* What the exercise asks *
Find the lines in the listing below that include the word "halo", and report how many there are, with nothing more.

··· Input for this task

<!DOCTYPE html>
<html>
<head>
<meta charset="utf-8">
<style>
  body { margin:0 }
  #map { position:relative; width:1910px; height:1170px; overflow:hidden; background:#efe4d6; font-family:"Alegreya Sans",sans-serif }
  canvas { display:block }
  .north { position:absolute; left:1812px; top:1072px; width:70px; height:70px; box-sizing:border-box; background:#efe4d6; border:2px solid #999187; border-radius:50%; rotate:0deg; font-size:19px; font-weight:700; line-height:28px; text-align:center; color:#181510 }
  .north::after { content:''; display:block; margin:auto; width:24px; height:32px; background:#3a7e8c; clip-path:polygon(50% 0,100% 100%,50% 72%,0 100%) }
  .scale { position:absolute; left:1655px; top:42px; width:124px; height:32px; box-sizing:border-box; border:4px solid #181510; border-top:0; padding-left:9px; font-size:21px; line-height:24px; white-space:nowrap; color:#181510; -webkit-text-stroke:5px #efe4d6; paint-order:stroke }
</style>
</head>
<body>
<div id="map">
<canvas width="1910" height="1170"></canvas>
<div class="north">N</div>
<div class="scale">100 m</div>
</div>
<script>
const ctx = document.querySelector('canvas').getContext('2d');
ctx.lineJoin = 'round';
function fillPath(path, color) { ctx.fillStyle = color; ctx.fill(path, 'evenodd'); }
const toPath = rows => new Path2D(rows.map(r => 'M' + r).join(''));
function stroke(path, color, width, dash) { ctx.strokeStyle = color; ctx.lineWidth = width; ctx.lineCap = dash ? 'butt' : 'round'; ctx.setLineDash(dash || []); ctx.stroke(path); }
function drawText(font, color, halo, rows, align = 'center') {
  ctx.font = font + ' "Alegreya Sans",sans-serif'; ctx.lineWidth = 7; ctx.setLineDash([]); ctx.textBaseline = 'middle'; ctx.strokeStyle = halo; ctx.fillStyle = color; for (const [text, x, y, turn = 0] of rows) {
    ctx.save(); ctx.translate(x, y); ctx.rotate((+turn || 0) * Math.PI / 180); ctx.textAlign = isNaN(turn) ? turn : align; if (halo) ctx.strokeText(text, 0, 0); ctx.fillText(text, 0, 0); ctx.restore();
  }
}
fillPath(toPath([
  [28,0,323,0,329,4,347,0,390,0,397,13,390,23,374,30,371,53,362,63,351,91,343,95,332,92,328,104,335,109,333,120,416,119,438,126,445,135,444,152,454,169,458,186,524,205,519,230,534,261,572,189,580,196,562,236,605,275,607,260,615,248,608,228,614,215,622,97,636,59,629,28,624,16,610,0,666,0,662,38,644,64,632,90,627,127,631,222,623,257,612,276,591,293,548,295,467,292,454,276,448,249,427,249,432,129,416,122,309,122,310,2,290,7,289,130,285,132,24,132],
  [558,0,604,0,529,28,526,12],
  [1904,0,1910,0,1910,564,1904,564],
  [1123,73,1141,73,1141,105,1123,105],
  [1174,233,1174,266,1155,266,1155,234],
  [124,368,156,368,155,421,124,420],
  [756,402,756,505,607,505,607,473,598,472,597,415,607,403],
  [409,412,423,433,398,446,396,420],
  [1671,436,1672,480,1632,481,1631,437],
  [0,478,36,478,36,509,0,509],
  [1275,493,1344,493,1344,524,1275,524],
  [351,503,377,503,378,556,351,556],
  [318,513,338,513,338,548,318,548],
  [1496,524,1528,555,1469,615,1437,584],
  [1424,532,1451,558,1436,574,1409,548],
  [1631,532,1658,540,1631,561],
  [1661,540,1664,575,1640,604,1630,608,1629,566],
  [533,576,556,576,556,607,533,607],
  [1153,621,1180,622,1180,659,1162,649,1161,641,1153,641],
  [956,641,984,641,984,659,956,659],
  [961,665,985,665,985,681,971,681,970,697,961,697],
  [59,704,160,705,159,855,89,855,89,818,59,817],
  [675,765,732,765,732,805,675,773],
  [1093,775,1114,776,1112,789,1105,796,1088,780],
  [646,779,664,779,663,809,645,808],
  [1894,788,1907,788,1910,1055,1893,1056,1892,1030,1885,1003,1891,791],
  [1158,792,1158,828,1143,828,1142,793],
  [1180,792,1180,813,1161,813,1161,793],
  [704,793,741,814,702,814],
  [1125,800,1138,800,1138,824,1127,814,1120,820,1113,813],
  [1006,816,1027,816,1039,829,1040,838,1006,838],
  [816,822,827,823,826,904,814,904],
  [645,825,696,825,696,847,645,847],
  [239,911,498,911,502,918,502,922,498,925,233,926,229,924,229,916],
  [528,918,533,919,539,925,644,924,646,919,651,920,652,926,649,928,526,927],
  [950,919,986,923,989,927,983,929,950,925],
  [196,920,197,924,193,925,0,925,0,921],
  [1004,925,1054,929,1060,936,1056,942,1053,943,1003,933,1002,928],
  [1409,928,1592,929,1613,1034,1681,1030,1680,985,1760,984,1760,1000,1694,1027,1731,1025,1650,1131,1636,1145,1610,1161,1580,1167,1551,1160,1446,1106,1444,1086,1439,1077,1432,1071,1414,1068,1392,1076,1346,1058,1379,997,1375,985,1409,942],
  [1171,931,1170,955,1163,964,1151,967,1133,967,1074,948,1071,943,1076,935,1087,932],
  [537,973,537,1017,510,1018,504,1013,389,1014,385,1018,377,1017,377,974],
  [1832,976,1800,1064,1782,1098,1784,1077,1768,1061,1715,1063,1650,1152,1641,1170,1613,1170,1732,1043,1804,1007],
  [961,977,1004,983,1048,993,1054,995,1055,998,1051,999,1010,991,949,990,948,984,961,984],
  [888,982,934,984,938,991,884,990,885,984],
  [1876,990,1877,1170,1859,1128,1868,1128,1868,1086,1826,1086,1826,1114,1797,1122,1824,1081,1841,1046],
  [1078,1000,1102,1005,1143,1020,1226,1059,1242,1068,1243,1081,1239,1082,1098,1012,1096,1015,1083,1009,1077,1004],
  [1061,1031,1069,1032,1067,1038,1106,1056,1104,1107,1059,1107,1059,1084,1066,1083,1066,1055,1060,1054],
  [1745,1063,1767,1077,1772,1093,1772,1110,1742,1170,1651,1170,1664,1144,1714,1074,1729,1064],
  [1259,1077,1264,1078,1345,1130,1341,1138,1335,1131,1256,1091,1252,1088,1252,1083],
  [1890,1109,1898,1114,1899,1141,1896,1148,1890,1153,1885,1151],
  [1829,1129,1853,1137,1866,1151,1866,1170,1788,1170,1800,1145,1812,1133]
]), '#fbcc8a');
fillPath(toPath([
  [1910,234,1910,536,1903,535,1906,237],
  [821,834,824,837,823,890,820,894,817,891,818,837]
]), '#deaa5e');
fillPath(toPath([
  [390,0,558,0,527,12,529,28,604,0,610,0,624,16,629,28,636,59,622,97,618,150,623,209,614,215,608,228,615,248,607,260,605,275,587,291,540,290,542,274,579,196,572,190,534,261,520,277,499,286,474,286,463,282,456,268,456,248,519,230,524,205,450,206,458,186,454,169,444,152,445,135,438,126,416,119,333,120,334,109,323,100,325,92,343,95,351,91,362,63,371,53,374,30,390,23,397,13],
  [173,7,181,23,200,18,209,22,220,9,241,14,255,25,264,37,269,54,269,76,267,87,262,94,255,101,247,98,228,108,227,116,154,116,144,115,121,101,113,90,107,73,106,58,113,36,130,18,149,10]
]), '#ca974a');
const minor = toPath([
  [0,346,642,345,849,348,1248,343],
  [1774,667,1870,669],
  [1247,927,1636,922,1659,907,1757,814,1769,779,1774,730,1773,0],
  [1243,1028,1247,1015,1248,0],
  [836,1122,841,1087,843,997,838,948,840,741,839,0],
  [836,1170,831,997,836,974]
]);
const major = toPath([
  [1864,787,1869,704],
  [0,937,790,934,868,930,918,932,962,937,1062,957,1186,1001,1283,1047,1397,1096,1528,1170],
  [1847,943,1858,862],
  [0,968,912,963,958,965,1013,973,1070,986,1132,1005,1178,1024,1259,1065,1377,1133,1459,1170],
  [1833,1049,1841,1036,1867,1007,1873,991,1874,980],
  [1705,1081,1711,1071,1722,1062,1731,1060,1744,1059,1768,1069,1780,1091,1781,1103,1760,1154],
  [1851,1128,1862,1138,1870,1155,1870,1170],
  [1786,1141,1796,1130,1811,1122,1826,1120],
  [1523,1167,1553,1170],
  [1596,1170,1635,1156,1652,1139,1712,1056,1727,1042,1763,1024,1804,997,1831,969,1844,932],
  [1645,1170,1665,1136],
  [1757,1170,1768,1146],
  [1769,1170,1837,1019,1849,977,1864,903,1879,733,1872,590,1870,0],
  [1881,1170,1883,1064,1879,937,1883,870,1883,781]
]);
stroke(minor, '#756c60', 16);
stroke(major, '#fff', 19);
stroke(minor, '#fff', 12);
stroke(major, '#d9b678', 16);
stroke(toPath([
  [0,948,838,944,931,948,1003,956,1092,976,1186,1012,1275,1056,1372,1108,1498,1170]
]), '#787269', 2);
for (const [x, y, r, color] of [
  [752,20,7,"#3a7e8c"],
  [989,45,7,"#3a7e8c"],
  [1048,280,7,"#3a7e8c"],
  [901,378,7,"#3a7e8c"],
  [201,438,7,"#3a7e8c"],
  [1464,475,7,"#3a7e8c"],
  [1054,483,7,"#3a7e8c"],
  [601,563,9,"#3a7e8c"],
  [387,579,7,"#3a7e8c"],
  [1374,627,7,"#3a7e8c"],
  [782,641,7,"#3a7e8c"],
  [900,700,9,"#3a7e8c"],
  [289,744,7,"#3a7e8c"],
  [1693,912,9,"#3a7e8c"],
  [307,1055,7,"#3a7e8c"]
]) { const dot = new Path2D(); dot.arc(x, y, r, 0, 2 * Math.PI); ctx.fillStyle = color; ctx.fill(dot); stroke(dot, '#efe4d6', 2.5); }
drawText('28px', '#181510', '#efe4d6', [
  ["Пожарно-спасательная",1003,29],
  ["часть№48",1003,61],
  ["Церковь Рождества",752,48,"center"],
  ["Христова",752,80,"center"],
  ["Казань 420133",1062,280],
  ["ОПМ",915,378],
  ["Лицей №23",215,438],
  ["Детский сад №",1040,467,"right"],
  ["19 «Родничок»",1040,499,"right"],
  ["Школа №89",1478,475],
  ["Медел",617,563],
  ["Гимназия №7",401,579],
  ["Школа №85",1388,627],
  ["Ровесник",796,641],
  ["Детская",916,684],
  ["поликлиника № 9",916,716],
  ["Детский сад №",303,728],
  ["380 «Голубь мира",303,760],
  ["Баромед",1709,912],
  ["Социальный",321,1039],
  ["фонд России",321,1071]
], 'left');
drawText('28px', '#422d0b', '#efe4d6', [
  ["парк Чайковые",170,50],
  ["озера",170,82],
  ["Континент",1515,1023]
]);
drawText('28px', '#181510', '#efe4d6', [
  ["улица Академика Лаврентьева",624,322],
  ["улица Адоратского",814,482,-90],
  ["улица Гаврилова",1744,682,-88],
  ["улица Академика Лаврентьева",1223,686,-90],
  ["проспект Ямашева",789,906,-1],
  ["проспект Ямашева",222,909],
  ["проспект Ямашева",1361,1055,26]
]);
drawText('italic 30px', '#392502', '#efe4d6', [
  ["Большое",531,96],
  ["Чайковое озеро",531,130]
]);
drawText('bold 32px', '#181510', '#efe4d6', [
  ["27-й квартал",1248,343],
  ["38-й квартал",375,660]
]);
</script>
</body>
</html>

······

* Written response *
3